Edo de Waart / Netherlands Radio Philharmonic Orchestra

  • AllMusic Rating
    8
  • User Ratings (0)
  • Your Rating

Wagner: Symphony in C; Tristan und Isolde; Siegfried Idyll Review

by Blair Sanderson

Apart from the overtures and orchestral excerpts he and his followers adapted from his music dramas, Richard Wagner composed little concert music. This 2014 Challenge Classics release by Edo de Waart and the Netherlands Radio Philharmonic Orchestra presents two of the most substantial works Wagner specifically wrote for orchestra and which stand on their own. The Symphony in C major is a youthful essay, composed in 1832 when Wagner was not yet 20, and it shows the overwhelming influence of Beethoven and Weber. The Siegfried Idyll is a piece for chamber orchestra that Wagner composed as a birthday gift for his second wife, Cosima, and it was premiered on Christmas morning, 1870. Between these works, de Waart has programmed the Nachtgesang and the Liebestod from Tristan und Isolde in an orchestral arrangement by Henk de Vlieger, who has made similar symphonic syntheses of Wagner's operatic music.

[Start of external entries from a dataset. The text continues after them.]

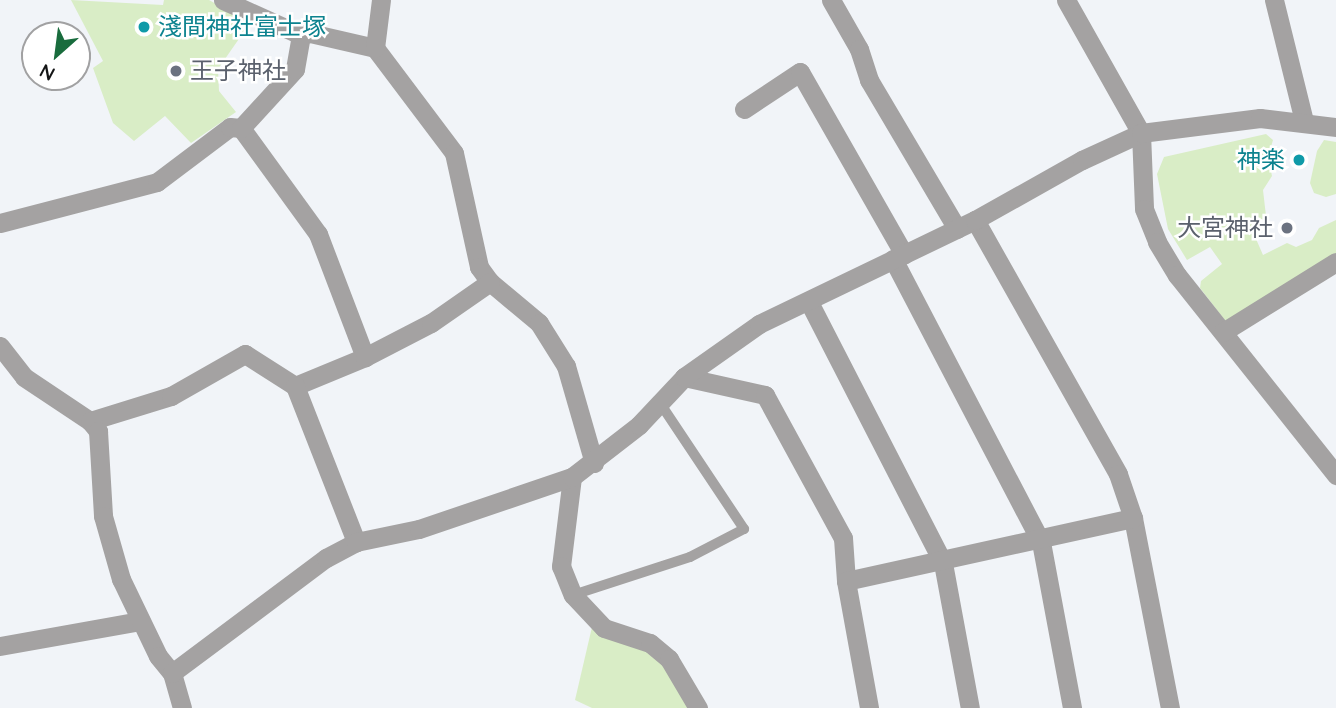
<!DOCTYPE html>
<html>
<head>
<meta charset="utf-8">
<style>
  body { margin:0 }
  #map { position:relative; width:1336px; height:708px; overflow:hidden; background:#f1f4f8; font-family:Quicksand,"Noto Sans JP",sans-serif }
  div>[style] { position:absolute }
  .green>* { inset:0; background:#d9edc6 }
  .service>* { height:10px; margin:-5px; padding:0 5px; transform-origin:5px; border-radius:5px; background:#a4a2a2 }
  .minor>* { height:19px; margin:-9.5px; padding:0 9.5px; transform-origin:9.5px; border-radius:9.5px; background:#a4a2a2 }
  .tertiary>* { height:19px; margin:-9.5px; padding:0 9.5px; transform-origin:9.5px; border-radius:9.5px; background:#a4a2a2 }
  .dots>* { width:19px; height:19px; translate:-50% -50%; box-sizing:border-box; border:4px solid #fff; border-radius:50% }
  span { translate:-50% -50%; white-space:nowrap; text-align:center; line-height:1.15; -webkit-text-stroke:5px #fff; paint-order:stroke }
  .culture-label { font-size:24px; color:#0d838f }
  .left { translate:0 -50%; text-align:left }
  .right { translate:-100% -50%; text-align:right }
  .worship-label { font-size:24px; color:#5b616d }
  .north { position:absolute; left:21px; top:21px; width:70px; height:70px; box-sizing:border-box; background:#fff; border:2px solid #a1a1a2; border-radius:50%; rotate:208deg; font-size:19px; font-weight:700; line-height:28px; text-align:center; color:#141516 }
  .north::after { content:''; display:block; margin:auto; width:24px; height:32px; background:#196c3d; clip-path:polygon(50% 0,100% 100%,50% 72%,0 100%) }
</style>
</head>
<body>
<div id="map">
  <div class="green">
    <i style="clip-path:polygon(71px 0,163px 5px,164px 0,209px 0,250px 23px,218px 69px,219px 91px,236px 112px,191px 143px,165px 116px,134px 141px,113px 123px,93px 68px,103px 61px)"></i>
    <i style="clip-path:polygon(1266px 134px,1273px 140px,1268px 157px,1272px 176px,1263px 190px,1266px 216px,1253px 232px,1263px 255px,1287px 243px,1296px 247px,1312px 240px,1319px 228px,1336px 220px,1336px 254px,1227px 323px,1200px 288px,1201px 281px,1222px 264px,1210px 247px,1187px 260px,1168px 229px,1157px 174px,1164px 157px)"></i>
    <i style="clip-path:polygon(1324px 140px,1336px 142px,1336px 194px,1326px 197px,1314px 193px,1310px 183px,1317px 151px)"></i>
    <i style="clip-path:polygon(592px 627px,644px 648px,666px 664px,689px 708px,592px 708px,575px 700px)"></i>
  </div>
  <div class="service">
    <i style="left:573px;top:595px;width:123px;rotate:-18deg"></i>
    <i style="left:690px;top:557px;width:61px;rotate:-27.4deg"></i>
    <i style="left:744px;top:529px;width:151px;rotate:-123.7deg"></i>
  </div>
  <div class="minor">
    <i style="left:223px;top:0;width:85px;rotate:24.2deg"></i>
    <i style="left:301px;top:35px;width:9px;rotate:-13deg"></i>
    <i style="left:310px;top:33px;width:67px;rotate:13deg"></i>
    <i style="left:375px;top:48px;width:131px;rotate:53deg"></i>
    <i style="left:454px;top:153px;width:117px;rotate:77.6deg"></i>
    <i style="left:479px;top:267px;width:19px;rotate:54deg"></i>
    <i style="left:490px;top:282px;width:64px;rotate:39.9deg"></i>
    <i style="left:539px;top:323px;width:51px;rotate:57.9deg"></i>
    <i style="left:566px;top:366px;width:101px;rotate:73.9deg"></i>
    <i style="left:831px;top:0;width:56px;rotate:60.3deg"></i>
    <i style="left:859px;top:49px;width:33px;rotate:72deg"></i>
    <i style="left:869px;top:80px;width:173px;rotate:59.4deg"></i>
    <i style="left:1066px;top:0;width:153px;rotate:60.6deg"></i>
    <i style="left:1141px;top:133px;width:76px;rotate:87.7deg"></i>
    <i style="left:1144px;top:209px;width:35px;rotate:68deg"></i>
    <i style="left:1157px;top:242px;width:39px;rotate:59deg"></i>
    <i style="left:1177px;top:275px;width:256px;rotate:51.5deg"></i>
    <i style="left:1274px;top:0;width:125px;rotate:76.1deg"></i>
    <i style="left:375px;top:48px;width:48px;rotate:-82.9deg"></i>
    <i style="left:744px;top:109px;width:67px;rotate:-33.5deg"></i>
    <i style="left:800px;top:72px;width:210px;rotate:60.3deg"></i>
    <i style="left:241px;top:128px;width:131px;rotate:54deg"></i>
    <i style="left:318px;top:234px;width:132px;rotate:69.1deg"></i>
    <i style="left:975px;top:220px;width:291px;rotate:60.6deg"></i>
    <i style="left:1118px;top:474px;width:46px;rotate:71.2deg"></i>
    <i style="left:1133px;top:518px;width:194px;rotate:79deg"></i>
    <i style="left:0;top:223px;width:162px;rotate:-14.6deg"></i>
    <i style="left:157px;top:182px;width:91px;rotate:-37deg"></i>
    <i style="left:230px;top:127px;width:11px;rotate:5deg"></i>
    <i style="left:241px;top:128px;width:80px;rotate:-47.5deg"></i>
    <i style="left:295px;top:69px;width:35px;rotate:-80deg"></i>
    <i style="left:893px;top:259px;width:319px;rotate:62.4deg"></i>
    <i style="left:1041px;top:542px;width:169px;rotate:79.4deg"></i>
    <i style="left:809px;top:302px;width:293px;rotate:62.8deg"></i>
    <i style="left:943px;top:563px;width:147px;rotate:79.5deg"></i>
    <i style="left:1223px;top:332px;width:133px;rotate:-31.8deg"></i>
    <i style="left:684px;top:377px;width:83px;rotate:12.5deg"></i>
    <i style="left:765px;top:395px;width:163px;rotate:61.4deg"></i>
    <i style="left:843px;top:538px;width:43px;rotate:86deg"></i>
    <i style="left:846px;top:581px;width:129px;rotate:79.7deg"></i>
    <i style="left:295px;top:386px;width:76px;rotate:-22.5deg"></i>
    <i style="left:365px;top:357px;width:74px;rotate:-27.3deg"></i>
    <i style="left:431px;top:323px;width:72px;rotate:-34.8deg"></i>
    <i style="left:90px;top:421px;width:85px;rotate:-17.2deg"></i>
    <i style="left:171px;top:396px;width:85px;rotate:-29.6deg"></i>
    <i style="left:245px;top:354px;width:59px;rotate:32.6deg"></i>
    <i style="left:295px;top:386px;width:168px;rotate:68.6deg"></i>
    <i style="left:572px;top:477px;width:90px;rotate:97deg"></i>
    <i style="left:561px;top:566px;width:31px;rotate:68deg"></i>
    <i style="left:573px;top:595px;width:45px;rotate:46.8deg"></i>
    <i style="left:604px;top:628px;width:48px;rotate:18.1deg"></i>
    <i style="left:650px;top:643px;width:25px;rotate:40deg"></i>
    <i style="left:669px;top:659px;width:57px;rotate:59.4deg"></i>
    <i style="left:846px;top:581px;width:294px;rotate:-12.4deg"></i>
    <i style="left:0;top:646px;width:143px;rotate:-10.1deg"></i>
  </div>
  <div class="tertiary">
    <i style="left:0;top:346px;width:39px;rotate:52deg"></i>
    <i style="left:24px;top:377px;width:79px;rotate:33.7deg"></i>
    <i style="left:90px;top:421px;width:13px;rotate:51deg"></i>
    <i style="left:98px;top:431px;width:85px;rotate:86.6deg"></i>
    <i style="left:103px;top:516px;width:66px;rotate:74.1deg"></i>
    <i style="left:121px;top:579px;width:85px;rotate:64.3deg"></i>
    <i style="left:158px;top:656px;width:22px;rotate:51deg"></i>
    <i style="left:172px;top:673px;width:36px;rotate:74deg"></i>
    <i style="left:172px;top:673px;width:192px;rotate:-36.8deg"></i>
    <i style="left:326px;top:558px;width:34px;rotate:-28deg"></i>
    <i style="left:356px;top:542px;width:64px;rotate:-11.7deg"></i>
    <i style="left:419px;top:529px;width:162px;rotate:-18.8deg"></i>
    <i style="left:572px;top:477px;width:85px;rotate:-37.8deg"></i>
    <i style="left:639px;top:425px;width:66px;rotate:-46.8deg"></i>
    <i style="left:684px;top:377px;width:92px;rotate:-35.2deg"></i>
    <i style="left:759px;top:324px;width:240px;rotate:-25.7deg"></i>
    <i style="left:975px;top:220px;width:123px;rotate:-29.3deg"></i>
    <i style="left:1082px;top:160px;width:65px;rotate:-24.6deg"></i>
    <i style="left:1141px;top:133px;width:120px;rotate:-7.2deg"></i>
    <i style="left:1260px;top:118px;width:77px;rotate:6.8deg"></i>
  </div>
  <div class="dots">
    <i style="left:144px;top:27px;background:#0f9aa8"></i>
    <i style="left:176px;top:71px;background:#6b7280"></i>
    <i style="left:1299px;top:160px;background:#0f9aa8"></i>
    <i style="left:1287px;top:228px;background:#6b7280"></i>
  </div>
  <div class="culture-label">
    <span class="left" style="left:158px;top:27px">淺間神社富士塚</span>
    <span class="right" style="left:1285px;top:160px">神楽</span>
  </div>
  <div class="worship-label">
    <span class="left" style="left:190px;top:71px">王子神社</span>
    <span class="right" style="left:1273px;top:228px">大宮神社</span>
  </div>
  <div class="north">N</div>
</div>
</body>
</html>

This album gives a sense of Wagner's beginning as a composer eager to impress, and examples of his mature masterpieces, but there is almost no connection to be drawn between them. While these sympathetic and polished performances are certainly worth hearing, the Symphony in C major might have been better served on a program with comparable early works, and not contrasted so sharply with de Vlieger's Tristan arrangement and the Siegfried Idyll, which outshine it.